[INPUT FOR THIS TASK Boundary: Start]

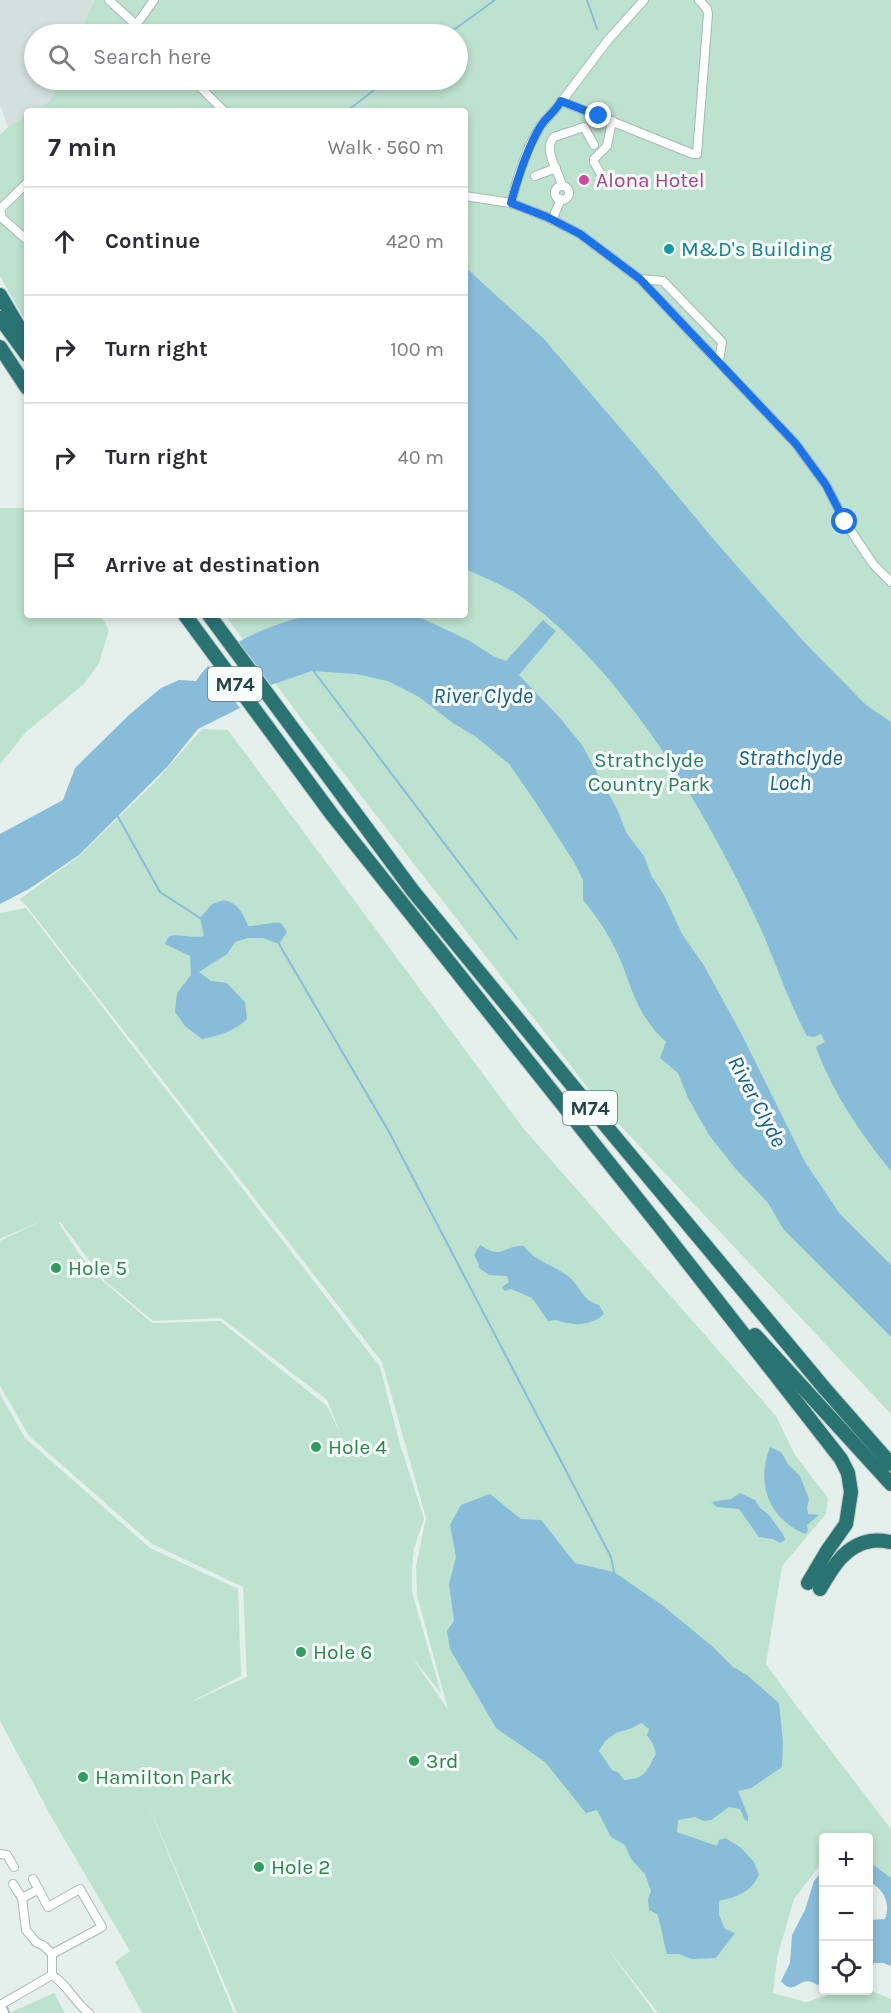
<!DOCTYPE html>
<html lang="en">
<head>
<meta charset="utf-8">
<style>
	:root { --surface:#fff; --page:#f7f7f7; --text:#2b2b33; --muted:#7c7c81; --line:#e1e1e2 }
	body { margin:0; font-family:Karla,sans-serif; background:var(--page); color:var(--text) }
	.controls { position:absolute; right:18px; bottom:18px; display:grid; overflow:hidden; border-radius:6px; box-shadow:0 3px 9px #0003 }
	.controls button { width:54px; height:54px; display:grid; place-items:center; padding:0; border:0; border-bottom:2px solid var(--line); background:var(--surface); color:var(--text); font:30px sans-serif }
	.stop { position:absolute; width:18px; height:18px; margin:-14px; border:4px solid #1a73e8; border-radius:50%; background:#fff }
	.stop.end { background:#1a73e8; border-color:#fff; box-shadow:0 2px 6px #0008 }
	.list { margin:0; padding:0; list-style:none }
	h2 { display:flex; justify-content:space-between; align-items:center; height:78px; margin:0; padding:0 24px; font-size:26px }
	h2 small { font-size:20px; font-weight:400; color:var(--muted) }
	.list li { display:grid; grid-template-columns:39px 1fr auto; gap:18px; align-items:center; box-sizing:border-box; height:108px; padding:0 24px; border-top:2px solid var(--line) }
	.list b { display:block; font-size:22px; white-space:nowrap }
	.list em { font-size:20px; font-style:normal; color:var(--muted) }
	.icon { flex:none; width:33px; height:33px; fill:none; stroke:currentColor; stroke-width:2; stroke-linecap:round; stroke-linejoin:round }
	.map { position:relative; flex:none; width:891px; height:2013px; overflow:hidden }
	.search { position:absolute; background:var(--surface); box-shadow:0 3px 9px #0003; left:24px; top:24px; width:444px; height:66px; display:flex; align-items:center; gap:15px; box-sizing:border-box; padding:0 21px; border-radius:33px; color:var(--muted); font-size:22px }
	.panel { position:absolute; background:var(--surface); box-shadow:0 3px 9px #0003; left:24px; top:108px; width:444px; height:510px; border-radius:6px }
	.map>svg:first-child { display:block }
	.built { fill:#d3e0de }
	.green { fill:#bde2cf; fill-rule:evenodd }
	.water { fill:#89bcd9; fill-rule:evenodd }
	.pier { fill:#e5f0ed }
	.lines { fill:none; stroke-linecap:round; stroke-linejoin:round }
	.stream { stroke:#89bcd9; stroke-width:2 }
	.street-casing { stroke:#a7b9b6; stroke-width:10 }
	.secondary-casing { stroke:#a2bdba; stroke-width:14 }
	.highway-casing { stroke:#c1cbca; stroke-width:16 }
	.street { stroke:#fff; stroke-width:8 }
	.secondary { stroke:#fff; stroke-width:10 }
	.highway { stroke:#2a7373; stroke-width:14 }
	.route { stroke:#1a73e8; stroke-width:8 }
	.hotel-dot { fill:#d1479c; stroke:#f7fbfa; stroke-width:2 }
	.culture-dot { fill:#0f9aa8; stroke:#f7fbfa; stroke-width:2 }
	.leisure-dot { fill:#2e9e5b; stroke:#f7fbfa; stroke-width:2 }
	.labels { text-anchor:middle; stroke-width:6; stroke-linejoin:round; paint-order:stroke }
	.shield { fill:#f7fbfa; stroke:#627b79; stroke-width:1.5 }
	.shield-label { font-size:20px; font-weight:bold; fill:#224442 }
	.hotel-label { font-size:21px; fill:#b23c85; stroke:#f7fbfa; text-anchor:start }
	.culture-label { font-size:21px; fill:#0d838f; stroke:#f7fbfa; text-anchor:start }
	.park-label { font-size:21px; fill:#287f5c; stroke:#f7fbfa }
	.leisure-label { font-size:21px; fill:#27864d; stroke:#f7fbfa; text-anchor:start }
	.water-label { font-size:22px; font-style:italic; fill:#155c87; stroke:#f7fbfa }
</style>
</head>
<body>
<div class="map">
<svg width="891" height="2013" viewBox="0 0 891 2013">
	<rect width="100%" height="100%" fill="#e5f0ed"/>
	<!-- built -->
	<polygon class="built" points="0,0 92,0 94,2 80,34 34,34 34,80 60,80 50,101 34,111 27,111 27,115 8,127 0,105"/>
	<!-- green -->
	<g class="green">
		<polygon points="94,0 891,0 891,1414 602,1106 306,725 225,615 465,615 465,111 34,111 50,101 60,80 458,80 458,34 80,34"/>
		<polygon points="27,115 27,324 0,276 0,135 8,127"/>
		<polygon points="0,508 27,508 27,615 100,615 109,630 99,663 84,684 26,732 0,764"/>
		<path d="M202 729 228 730 523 1128 776 1416 795 1455 828 1498 826 1514 782 1566 766 1664 792 1700 891 1829V1897L869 1869 868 1838H824L823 1861 794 1899 777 1958 773 1993 806 2002 841 1991 869 1990 891 1999V2013H658L605 1945 655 2013H237L144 1795 234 2013H142L115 1962 130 1951 52 1818 0 1721V1394L25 1438 150 1548 238 1589 241 1676 187 1704 247 1677 243 1587 152 1544 29 1436 0 1386V1241L45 1219 0 1239V913L26 908 380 1367 400 1444 424 1519 414 1548 412 1567V1592L441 1693 410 1655 448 1709 417 1596 416 1566 426 1518 382 1362 25 904 21 901 20 899 79 856 155 782ZM58 1222H60L105 1281 153 1321 221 1318 327 1400 341 1435 327 1406 220 1321 152 1323 104 1282 80 1255Z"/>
		<polygon points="54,1993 65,2013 9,2013"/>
	</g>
	<!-- water -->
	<g class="water">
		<path d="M465 267 543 338 634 444 721 548 805 643 866 705 891 722V1171C861 1134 832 1092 816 1047L825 1042 821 1034 814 1037 807 1036C788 1001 776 963 760 927 707 813 628 676 526 600 508 587 486 578 465 569Z"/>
		<path d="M309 615H415L468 640 493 656 506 661 543 620 556 631 519 675 560 718 582 745 617 809 627 834 644 856 652 877 664 895 682 934 703 964 741 1033 805 1162 840 1214 891 1265V1337L784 1230 768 1203 735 1168 709 1135 688 1098 678 1073 660 1058 666 1042C659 1035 652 1028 647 1020 635 1003 630 984 622 964 613 941 599 919 583 900V880L574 862 536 803 509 764 476 737 453 723 419 697 388 681 356 674 312 671 271 685 240 708 198 729 168 766 79 855 29 889 0 904V834L63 800 75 768 130 714 161 688 179 680 196 681C222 642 265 627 309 615Z"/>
		<path d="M224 900C238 903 243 913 248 926 260 926 270 922 281 923L287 932 279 944 263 938H248L235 942 227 954 199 972 211 981 227 983 245 1002 247 1019C235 1031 218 1036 202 1039L185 1026 175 1012 177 993 191 975 190 956 165 944 169 936C180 933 190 939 204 936L200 918 212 904Z"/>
		<path d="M480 1245C504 1261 502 1245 524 1246 536 1264 561 1266 575 1283 583 1293 585 1301 599 1305L604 1314C595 1323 580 1326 567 1323 558 1321 559 1319 548 1321L532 1298 511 1289 505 1291 502 1287 509 1282 507 1276 489 1275 479 1268 478 1262 474 1255Z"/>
		<path d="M770 1447 781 1452 788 1464 800 1476 809 1499 807 1508 808 1514 819 1515 807 1525 808 1531 805 1534C768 1518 756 1484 770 1447Z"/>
		<polygon points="740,1493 755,1500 760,1508 769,1515 783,1534 785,1540 780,1543 773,1539 759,1537 739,1509 717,1507 711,1502 731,1499"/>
		<path d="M490 1494 521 1519 541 1520 575 1563 614 1572 662 1605 712 1646 733 1667 747 1675 779 1703 783 1741 782 1767 751 1788 738 1791 748 1816V1821L745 1820 740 1809 729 1807 711 1820 704 1821 695 1817 678 1820 677 1832 717 1846 719 1840 725 1838 740 1847 754 1862 759 1875C751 1892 737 1897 719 1901V1915L725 1929 735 1933 716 1958 691 1959 679 1954H667C663 1941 662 1927 657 1914L649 1910 648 1899 651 1891 645 1874 631 1859 625 1845 611 1837 597 1810 586 1813 545 1762 496 1728 450 1649 447 1631 454 1621 449 1584 456 1557 450 1525 461 1505ZM641 1723 649 1729 647 1735 653 1744 656 1754C646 1771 646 1779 624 1780L619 1773 612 1770 599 1751 605 1741 616 1733 632 1728Z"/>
		<path d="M868 1864 875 1866 891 1878V1966L883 1963H869V1920L885 1919C891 1905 884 1888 869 1882Z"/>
		<path d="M823 1870V1984L817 1985C799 1972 796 1999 781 1981L790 1963 792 1935 805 1910 814 1881Z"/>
	</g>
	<!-- pier -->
	<polygon class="pier" points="238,641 271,685 240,708 207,664"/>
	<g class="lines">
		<!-- stream -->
		<g class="stream">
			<polyline points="587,0 597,29"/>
			<polyline points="448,34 495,0"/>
			<polyline points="347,111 387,80"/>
			<polyline points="312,669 517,939"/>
			<polyline points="117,815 160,892 200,918"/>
			<polyline points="279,944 388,1130 611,1557 614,1572"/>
		</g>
		<defs>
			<g id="street">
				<polyline points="109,0 146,34"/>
				<polyline points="136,25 154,0"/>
				<polyline points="193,80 224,111"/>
				<polyline points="561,101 693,154 697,154 708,14 707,9 699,0"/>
				<polyline points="535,176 556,168"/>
				<polyline points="603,178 594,162 594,159 607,146 612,121"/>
				<polyline points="27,183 0,209 2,218 27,240"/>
				<path d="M562 186C559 171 542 150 554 137L584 127 594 145"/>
				<circle cx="562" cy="193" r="7"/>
				<polyline points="465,196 511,203 547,217 580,234 640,279 796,444 826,485 845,522 873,564 891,582"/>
				<polyline points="511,203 518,177 529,147 541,125 559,105 608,40 644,0"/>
				<polyline points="552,220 561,199"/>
				<polyline points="640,279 663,281 722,342 719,361"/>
				<polyline points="0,1854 7,1855 14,1867"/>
				<polyline points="33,1879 48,1907 80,1889 102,1927 52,1954"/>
				<polyline points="22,1898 39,1889"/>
				<path d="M52 1975C68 1985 74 2002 89 2013"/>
				<polyline points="0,2005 52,1975 52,1954 44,1946 36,1942 26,1930 22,1898 13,1884"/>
			</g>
			<polyline id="secondary" points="0,2007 3,2013"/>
			<g id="highway">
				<polyline points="0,295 27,341"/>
				<polyline points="0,318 27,355"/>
				<polyline points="0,347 27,388"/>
				<polyline points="185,615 333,816 660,1227 841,1459 848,1473 851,1492 846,1524 827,1551 808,1583"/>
				<polyline points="209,615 413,891 576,1090 826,1390 891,1464"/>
				<polyline points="755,1335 891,1484"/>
				<path d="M820 1589C832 1568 845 1545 871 1541 877 1540 885 1541 891 1542"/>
			</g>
		</defs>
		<!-- street casing -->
		<use href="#street" class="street-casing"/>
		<!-- secondary casing -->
		<use href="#secondary" class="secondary-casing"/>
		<!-- highway casing -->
		<use href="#highway" class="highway-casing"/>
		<!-- street -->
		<use href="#street" class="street"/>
		<!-- secondary -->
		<use href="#secondary" class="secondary"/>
		<!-- highway -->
		<use href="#highway" class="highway"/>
	</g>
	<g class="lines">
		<!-- route -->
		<path class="route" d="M599 116 561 101C556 111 546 117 540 127 526 151 518 177 511 203L547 217 580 234 640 279 796 444 826 485 845 522"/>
	</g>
	<!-- markers -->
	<circle class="hotel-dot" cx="584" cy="180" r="6"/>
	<circle class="culture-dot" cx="669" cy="249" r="6"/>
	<g class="leisure-dot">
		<circle cx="56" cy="1268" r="6"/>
		<circle cx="316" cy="1447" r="6"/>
		<circle cx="301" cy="1652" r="6"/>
		<circle cx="414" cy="1761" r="6"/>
		<circle cx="83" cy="1777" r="6"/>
		<circle cx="259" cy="1867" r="6"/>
	</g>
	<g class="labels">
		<!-- shield labels -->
		<g class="shield">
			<rect x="208" y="667" width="54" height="34" rx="4.5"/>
			<rect x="563" y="1091" width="54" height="34" rx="4.5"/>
		</g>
		<g class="shield-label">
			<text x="235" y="691">M74</text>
			<text x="590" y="1115">M74</text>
		</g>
		<!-- hotel labels -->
		<g class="hotel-label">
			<text x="596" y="187">Alona Hotel</text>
		</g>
		<!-- culture labels -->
		<g class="culture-label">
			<text x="681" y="256">M&amp;D's Building</text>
		</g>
		<!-- park labels -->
		<g class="park-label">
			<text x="649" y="767">Strathclyde<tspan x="649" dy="24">Country Park</tspan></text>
		</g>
		<!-- leisure labels -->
		<g class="leisure-label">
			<text x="68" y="1275">Hole 5</text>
			<text x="328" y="1454">Hole 4</text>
			<text x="313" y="1659">Hole 6</text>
			<text x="426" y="1768">3rd</text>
			<text x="95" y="1784">Hamilton Park</text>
			<text x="271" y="1874">Hole 2</text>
		</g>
		<!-- water labels -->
		<g class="water-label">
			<text x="483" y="703">River Clyde</text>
			<text x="790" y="765">Strathclyde<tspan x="790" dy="25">Loch</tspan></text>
			<text transform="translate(758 1101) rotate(62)" y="8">River Clyde</text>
		</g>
	</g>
</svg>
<div class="controls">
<button>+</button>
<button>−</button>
<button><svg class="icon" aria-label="locate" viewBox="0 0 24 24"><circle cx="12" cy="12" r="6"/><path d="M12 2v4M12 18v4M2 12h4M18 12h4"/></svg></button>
</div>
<div class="stop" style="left:845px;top:522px"></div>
<div class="stop end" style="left:599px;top:116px"></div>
<div class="search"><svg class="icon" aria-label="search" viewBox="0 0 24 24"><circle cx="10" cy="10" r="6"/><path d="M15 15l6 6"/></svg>Search here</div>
<section class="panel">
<h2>7 min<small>Walk · 560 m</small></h2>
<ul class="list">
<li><svg class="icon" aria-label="ahead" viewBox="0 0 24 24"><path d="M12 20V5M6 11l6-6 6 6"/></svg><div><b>Continue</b></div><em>420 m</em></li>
<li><svg class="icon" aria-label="right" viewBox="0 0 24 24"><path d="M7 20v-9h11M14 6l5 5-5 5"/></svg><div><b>Turn right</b></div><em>100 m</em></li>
<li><svg class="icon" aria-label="right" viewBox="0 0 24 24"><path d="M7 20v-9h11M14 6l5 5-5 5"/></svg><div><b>Turn right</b></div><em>40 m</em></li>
<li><svg class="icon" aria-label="arrive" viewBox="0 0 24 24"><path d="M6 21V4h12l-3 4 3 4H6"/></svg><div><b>Arrive at destination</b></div></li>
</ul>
</section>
</div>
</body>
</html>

[INPUT FOR THIS TASK Boundary: End]

WORK REQUEST: For the word "sans", say how many lines of the data include it, with nothing else in the reply.

SOLUTION TO THE EXERCISE: 2